O desenvolvimento deste SIG passou/iniciou-se pela conversão de mapas pré- existentes (Tabela 3) para um formato digital, numa compilação de vários tipos de informação, resultante de trabalhos de campo e de gabinete, que são processadas para a criação de uma base de dados (SIG_Geológico). Deste modo, obtêm-se os dados necessários para a criação de novos mapas temáticos digitais, nomeadamente o MDT e a carta geológica da ilha de Santa Luzia, cuja importância é fundamental para a caracterização fisiográfica da área de estudo, constituindo mesmo um dos principais objectivos desta dissertação de mestrado.
Tabela 3: Cartografia de base utilizada para a construção do SIG Modelos cartográficos utilizados em SIG Fontes e data Carta Militar de Portugal
(Ilha de Santa Luzia, Cabo Verde - Escala 1:25.000
Serviço Cartográfico do Exército, 1972 Ortofotomapas da ilha de Santa Luzia MAHOT-CV - Governo de Cabo Verde, 2010 Esboço Geológico da ilha de Santa Luzia Missão GeoFCUL - PLINT, 2008
Normalmente, antes da introdução dos dados, deve-se predefinir o sistema de coordenadas para o georreferencial adequado. Uma vez que o Sistema de Informação Territorial da República de Cabo Verde usa na sua cartografia oficial o Sistema de Coordenadas UTM (Fuso 26, Zona Q), no âmbito deste estudo decidiu-se optar por este georreferencial para futura compatibilidade de dados espaciais. Assim no ArcGIS este sistema de coordenadas projectadas é designado por “WGS_1984_UTM_Zone_26N” e usa a Projecção Transversa de Mercator, o elipsóide WGS84 e o Datum WGS84.
É conveniente que todos os ficheiros que participam no projecto tenham o mesmo sistema de coordenadas do georreferencial. Nesse sentido e sempre que os ficheiros importados apresentem coordenadas diferentes, deve-se efectuar a conversão e transformação de coordenadas entre os diferentes sistemas de referência espacial utilizados, evitando assim a ocorrência de erros na projecção e representação dos dados geográficos. Note-se que a conversão de coordenadas pode ser realizada de forma efectiva, os dados passam a estar noutro sistema diferente do inicial, ou de forma provisória i.e., apenas para efeitos de projecção na área de visualização.
Uma projecção cartográfica define a forma como a superfície da terra é representada numa superfície plana de projecção, sendo essa transformação praticamente impossível sem a ocorrência de deformações. A utilização de projecções UTM (Universal Transverse Mercator), sistema de coordenadas métricas, apresenta algumas vantagens na representação cartográfica relativamente às coordenadas angulares, porque facilita o cálculo de distâncias, ângulos e áreas bem como a determinação das coordenadas no mapa, procurando minimizar as deformações introduzidas.

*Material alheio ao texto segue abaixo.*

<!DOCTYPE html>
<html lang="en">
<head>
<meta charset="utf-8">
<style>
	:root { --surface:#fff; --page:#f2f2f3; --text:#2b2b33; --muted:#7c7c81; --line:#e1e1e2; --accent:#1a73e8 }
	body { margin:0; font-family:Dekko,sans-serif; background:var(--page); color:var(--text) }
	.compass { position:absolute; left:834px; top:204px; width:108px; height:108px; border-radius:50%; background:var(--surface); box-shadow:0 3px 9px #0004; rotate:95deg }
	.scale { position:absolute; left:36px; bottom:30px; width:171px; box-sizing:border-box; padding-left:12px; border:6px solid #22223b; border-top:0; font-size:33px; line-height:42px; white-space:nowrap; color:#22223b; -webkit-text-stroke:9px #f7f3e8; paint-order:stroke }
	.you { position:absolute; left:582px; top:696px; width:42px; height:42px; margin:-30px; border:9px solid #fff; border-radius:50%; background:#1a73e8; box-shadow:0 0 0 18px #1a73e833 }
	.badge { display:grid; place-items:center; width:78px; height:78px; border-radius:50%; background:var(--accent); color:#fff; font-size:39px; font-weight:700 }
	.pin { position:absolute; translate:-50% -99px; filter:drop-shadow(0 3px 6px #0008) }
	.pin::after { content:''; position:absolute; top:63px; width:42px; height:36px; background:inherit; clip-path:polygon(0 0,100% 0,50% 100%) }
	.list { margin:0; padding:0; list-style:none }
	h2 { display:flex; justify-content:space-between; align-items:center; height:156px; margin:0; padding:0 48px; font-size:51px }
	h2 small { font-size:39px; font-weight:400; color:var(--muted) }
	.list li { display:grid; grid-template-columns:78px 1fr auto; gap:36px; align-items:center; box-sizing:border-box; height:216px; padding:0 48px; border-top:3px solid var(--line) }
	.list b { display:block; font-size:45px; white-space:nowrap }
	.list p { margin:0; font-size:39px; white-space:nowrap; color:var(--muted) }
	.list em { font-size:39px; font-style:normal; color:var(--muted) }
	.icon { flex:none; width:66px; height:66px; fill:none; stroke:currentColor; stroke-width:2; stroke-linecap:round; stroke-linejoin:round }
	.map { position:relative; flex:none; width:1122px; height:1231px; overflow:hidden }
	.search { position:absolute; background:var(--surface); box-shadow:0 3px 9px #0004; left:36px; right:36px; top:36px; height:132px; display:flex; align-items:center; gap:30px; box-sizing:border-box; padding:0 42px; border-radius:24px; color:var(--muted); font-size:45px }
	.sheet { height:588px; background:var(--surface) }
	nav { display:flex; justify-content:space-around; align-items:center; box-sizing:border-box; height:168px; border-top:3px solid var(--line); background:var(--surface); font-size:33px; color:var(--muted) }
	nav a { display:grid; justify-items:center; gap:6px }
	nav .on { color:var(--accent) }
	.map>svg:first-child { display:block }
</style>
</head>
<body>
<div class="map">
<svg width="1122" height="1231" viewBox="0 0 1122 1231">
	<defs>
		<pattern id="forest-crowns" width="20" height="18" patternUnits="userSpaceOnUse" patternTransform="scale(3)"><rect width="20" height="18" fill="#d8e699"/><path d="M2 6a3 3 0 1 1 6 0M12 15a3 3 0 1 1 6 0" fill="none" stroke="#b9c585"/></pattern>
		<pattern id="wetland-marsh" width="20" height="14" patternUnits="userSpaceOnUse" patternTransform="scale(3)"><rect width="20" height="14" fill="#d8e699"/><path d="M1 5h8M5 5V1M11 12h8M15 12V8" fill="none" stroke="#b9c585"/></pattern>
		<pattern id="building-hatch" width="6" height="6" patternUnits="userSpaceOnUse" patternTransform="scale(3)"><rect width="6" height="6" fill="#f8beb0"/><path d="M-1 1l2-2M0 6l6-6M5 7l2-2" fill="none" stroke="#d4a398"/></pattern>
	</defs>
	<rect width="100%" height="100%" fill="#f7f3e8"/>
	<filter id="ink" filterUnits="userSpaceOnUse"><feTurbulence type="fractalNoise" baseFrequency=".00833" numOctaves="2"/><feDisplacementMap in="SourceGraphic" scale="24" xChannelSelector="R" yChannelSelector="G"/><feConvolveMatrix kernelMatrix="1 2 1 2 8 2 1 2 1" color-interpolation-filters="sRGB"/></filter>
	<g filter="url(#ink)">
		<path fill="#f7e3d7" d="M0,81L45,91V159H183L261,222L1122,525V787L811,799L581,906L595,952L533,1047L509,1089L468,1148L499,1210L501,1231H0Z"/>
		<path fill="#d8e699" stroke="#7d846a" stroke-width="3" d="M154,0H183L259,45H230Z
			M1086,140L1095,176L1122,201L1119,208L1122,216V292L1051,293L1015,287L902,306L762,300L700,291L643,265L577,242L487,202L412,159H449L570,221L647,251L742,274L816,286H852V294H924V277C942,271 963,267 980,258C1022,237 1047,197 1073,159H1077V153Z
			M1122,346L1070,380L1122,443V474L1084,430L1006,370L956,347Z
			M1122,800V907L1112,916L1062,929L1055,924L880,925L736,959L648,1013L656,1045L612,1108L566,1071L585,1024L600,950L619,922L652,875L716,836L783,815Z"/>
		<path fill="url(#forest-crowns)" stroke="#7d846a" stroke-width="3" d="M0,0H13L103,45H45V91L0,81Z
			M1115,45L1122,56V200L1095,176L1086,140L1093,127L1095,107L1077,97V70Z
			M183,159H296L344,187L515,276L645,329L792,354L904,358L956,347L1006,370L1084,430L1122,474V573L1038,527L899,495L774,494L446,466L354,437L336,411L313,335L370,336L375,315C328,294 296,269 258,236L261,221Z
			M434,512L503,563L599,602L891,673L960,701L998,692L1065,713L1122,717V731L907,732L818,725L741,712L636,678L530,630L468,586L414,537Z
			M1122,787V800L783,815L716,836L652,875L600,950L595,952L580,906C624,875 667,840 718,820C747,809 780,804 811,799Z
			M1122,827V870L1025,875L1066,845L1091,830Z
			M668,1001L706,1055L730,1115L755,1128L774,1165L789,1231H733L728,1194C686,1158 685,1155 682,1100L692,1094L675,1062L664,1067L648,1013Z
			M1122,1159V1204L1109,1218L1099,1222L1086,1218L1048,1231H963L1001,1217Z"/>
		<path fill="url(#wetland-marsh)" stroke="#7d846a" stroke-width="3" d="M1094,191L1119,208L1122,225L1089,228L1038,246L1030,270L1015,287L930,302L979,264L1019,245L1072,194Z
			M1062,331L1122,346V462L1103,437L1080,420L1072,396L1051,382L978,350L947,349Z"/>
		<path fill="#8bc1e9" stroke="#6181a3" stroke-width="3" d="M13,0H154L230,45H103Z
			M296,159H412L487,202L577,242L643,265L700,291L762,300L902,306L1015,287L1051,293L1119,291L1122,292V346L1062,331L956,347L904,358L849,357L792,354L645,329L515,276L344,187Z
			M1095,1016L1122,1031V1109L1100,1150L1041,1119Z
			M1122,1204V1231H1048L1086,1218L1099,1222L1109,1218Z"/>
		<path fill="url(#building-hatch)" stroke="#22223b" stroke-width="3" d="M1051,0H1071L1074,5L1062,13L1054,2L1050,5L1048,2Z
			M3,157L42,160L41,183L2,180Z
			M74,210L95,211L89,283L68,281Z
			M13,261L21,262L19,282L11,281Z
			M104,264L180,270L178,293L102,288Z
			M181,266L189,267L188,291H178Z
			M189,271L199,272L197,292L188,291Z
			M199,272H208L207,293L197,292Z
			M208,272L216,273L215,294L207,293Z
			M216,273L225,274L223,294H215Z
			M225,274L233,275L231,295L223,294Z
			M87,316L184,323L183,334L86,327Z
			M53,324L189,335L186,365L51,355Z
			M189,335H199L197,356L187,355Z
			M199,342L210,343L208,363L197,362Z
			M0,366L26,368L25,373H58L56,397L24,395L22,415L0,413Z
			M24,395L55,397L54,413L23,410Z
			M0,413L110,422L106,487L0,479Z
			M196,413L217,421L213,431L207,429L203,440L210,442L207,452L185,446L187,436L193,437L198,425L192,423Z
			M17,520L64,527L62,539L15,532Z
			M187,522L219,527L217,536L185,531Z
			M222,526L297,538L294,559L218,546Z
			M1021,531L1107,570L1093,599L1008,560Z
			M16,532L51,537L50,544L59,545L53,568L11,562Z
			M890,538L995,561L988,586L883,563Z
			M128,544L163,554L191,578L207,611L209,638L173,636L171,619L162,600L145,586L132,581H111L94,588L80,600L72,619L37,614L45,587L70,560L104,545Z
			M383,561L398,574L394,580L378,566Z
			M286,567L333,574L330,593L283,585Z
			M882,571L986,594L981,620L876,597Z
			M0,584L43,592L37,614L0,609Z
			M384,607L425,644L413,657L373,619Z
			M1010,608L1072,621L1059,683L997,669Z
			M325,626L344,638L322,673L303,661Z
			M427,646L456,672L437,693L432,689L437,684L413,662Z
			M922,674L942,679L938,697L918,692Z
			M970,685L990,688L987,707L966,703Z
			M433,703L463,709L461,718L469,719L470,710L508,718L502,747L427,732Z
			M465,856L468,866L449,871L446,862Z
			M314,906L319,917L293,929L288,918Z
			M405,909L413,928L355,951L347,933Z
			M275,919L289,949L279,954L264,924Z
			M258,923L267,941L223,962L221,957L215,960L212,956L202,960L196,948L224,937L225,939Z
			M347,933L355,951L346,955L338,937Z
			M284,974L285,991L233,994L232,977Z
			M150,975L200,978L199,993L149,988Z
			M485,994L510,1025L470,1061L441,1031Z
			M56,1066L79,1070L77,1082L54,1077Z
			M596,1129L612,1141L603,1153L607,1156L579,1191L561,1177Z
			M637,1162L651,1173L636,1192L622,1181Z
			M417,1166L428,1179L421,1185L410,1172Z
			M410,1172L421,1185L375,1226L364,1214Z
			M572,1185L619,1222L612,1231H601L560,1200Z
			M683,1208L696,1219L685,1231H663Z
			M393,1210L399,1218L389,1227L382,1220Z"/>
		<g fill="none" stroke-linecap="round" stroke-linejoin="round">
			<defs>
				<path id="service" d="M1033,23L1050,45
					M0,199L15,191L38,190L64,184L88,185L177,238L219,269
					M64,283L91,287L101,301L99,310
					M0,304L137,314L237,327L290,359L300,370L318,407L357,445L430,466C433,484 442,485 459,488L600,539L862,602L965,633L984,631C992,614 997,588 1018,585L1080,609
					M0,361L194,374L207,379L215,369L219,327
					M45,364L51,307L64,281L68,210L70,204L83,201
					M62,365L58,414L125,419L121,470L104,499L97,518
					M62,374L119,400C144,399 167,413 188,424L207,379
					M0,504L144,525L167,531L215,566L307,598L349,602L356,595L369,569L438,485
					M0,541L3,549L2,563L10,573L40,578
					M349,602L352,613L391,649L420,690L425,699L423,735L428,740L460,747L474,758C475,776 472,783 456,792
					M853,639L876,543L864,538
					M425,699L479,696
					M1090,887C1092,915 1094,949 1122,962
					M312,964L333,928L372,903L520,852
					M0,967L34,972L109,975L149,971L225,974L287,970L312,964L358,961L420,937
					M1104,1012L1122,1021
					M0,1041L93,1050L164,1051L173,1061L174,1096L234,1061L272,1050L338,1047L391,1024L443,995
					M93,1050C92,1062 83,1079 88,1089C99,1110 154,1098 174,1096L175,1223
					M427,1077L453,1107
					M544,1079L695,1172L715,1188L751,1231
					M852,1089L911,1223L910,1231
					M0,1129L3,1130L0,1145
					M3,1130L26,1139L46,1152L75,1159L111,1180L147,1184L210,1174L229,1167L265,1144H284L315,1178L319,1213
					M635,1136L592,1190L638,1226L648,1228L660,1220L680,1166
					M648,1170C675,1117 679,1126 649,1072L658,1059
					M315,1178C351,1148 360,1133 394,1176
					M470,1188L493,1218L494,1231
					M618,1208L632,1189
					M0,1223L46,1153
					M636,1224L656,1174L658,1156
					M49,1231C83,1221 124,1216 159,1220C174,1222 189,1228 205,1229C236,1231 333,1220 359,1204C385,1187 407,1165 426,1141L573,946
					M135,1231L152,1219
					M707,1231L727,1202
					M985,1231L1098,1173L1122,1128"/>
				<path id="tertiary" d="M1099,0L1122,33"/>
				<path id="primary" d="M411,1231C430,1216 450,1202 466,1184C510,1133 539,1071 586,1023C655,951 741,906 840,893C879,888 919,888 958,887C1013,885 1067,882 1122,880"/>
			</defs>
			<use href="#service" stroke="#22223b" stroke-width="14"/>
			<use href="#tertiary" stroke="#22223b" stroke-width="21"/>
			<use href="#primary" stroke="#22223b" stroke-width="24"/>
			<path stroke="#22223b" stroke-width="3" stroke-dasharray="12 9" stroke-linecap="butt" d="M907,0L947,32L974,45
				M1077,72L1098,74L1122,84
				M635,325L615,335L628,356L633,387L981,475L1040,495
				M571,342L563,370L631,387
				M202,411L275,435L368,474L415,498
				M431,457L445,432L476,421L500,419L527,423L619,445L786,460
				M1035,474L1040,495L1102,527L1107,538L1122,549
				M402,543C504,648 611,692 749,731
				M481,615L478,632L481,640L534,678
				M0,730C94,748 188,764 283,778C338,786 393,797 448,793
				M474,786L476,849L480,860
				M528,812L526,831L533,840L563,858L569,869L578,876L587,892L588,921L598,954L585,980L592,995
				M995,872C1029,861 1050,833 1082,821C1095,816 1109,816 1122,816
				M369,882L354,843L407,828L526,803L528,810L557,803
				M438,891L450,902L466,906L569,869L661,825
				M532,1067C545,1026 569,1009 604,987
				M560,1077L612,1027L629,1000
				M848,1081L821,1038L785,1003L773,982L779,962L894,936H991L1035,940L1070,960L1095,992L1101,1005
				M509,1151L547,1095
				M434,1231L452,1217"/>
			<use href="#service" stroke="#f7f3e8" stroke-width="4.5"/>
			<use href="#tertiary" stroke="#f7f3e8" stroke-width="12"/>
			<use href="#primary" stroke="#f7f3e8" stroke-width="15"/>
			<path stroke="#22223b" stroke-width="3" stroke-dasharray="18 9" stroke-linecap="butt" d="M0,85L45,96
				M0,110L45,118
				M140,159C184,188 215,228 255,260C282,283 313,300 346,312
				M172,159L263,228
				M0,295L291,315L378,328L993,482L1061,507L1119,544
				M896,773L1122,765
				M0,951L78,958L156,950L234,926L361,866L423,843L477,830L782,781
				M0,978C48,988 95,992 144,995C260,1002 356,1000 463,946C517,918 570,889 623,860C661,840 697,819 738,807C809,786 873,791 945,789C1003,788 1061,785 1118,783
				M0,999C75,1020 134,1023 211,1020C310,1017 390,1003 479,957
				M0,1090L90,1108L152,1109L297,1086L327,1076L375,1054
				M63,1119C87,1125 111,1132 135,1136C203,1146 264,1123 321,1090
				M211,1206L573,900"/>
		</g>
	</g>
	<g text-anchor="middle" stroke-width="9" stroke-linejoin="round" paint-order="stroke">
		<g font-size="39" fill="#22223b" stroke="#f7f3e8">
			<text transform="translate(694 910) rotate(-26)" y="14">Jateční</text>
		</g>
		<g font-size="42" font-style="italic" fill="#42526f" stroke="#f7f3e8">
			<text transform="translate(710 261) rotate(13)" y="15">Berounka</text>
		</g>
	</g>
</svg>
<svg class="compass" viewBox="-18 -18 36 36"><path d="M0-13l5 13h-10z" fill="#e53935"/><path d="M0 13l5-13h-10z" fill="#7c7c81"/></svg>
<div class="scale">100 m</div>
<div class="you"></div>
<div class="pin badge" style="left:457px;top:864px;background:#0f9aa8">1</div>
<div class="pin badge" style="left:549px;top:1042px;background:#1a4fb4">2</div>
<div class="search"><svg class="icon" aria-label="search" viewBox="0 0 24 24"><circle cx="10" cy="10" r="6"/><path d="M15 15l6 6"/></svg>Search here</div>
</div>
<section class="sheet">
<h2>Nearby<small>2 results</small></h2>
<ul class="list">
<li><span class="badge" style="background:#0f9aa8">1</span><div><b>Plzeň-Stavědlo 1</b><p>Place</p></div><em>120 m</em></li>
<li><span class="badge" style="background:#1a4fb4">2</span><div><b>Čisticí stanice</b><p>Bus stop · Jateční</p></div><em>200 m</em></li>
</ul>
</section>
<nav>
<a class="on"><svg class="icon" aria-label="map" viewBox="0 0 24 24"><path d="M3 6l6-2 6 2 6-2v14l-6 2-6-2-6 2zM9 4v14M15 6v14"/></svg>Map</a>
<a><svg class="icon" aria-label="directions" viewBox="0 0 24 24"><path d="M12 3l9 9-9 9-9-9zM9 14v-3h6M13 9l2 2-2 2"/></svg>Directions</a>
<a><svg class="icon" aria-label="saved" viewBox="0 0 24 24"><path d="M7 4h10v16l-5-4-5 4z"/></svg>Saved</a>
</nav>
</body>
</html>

A irregularidade geométrica do geóide torna muito complexa a sua análise e representação, por isso, o geóide é substituído por superfícies com referência geométrica regular e de expressão analítica mais simples, nomeadamente o elipsóide de revolução, sobre o qual podem ser definidas as posições das coordenadas de referência geodésicas de uma determinada região (Matos, 2011).
Um elipsóide pode ser posicionado de modo a ajustar-se a uma pequena zona do geóide ou então a todo o geóide, tomando os locais onde ocorre esse ajustamento as respectivas designações de datum local e datum global.
O datum local é normalmente determinado por entidades nacionais e geralmente são marcados tomando como critério principal a fixação das coordenadas geodésicas, no elipsóide, que deve ser coincidente com as coordenadas astronómicas da região. Na produção antiga do material cartográfico do Arquipélago de Cabo Verde (Carta Militar de Portugal, Província de Cabo Verde na escala 1/25.000, Serviço Cartográfico do Exército), cujo levantamento dos dados foi realizado nos anos 70 do século passado, utilizaram-se várias referências geodésicas (datum local), devido à dispersão do território e falta de visibilidade entre as ilhas, o que impedia a determinação de coordenadas a partir de um único ponto de observação. Nessa cartografia antiga, já desactualizada, nas ilhas de Santo Antão e Santa Luzia utilizou-se o datum local “Gudo Cavaleiro”, localizado no centro da ilha de Santo Antão, com coordenadas geográficas 17˚08'N e 25˚17'W, e 1811 metros de altitude, a partir da qual se pode observar toda essa região. Este datum local, já desactualizado, traz sérios problemas quando há necessidade de se proceder à transformação de coordenadas.
Um datum global é utilizado internacionalmente e caracteriza-se pelo facto de se ajustar ao geóide no seu todo, tendo como ponto fundamental o centro do elipsóide, que deve ser tão próximo quanto possível do centro de massa da terra, ou seja, o semi-eixo menor do elipsóide deve coincidir com o eixo de rotação da terra; é exemplo o World Geodetic System – 1984 (WGS-1984).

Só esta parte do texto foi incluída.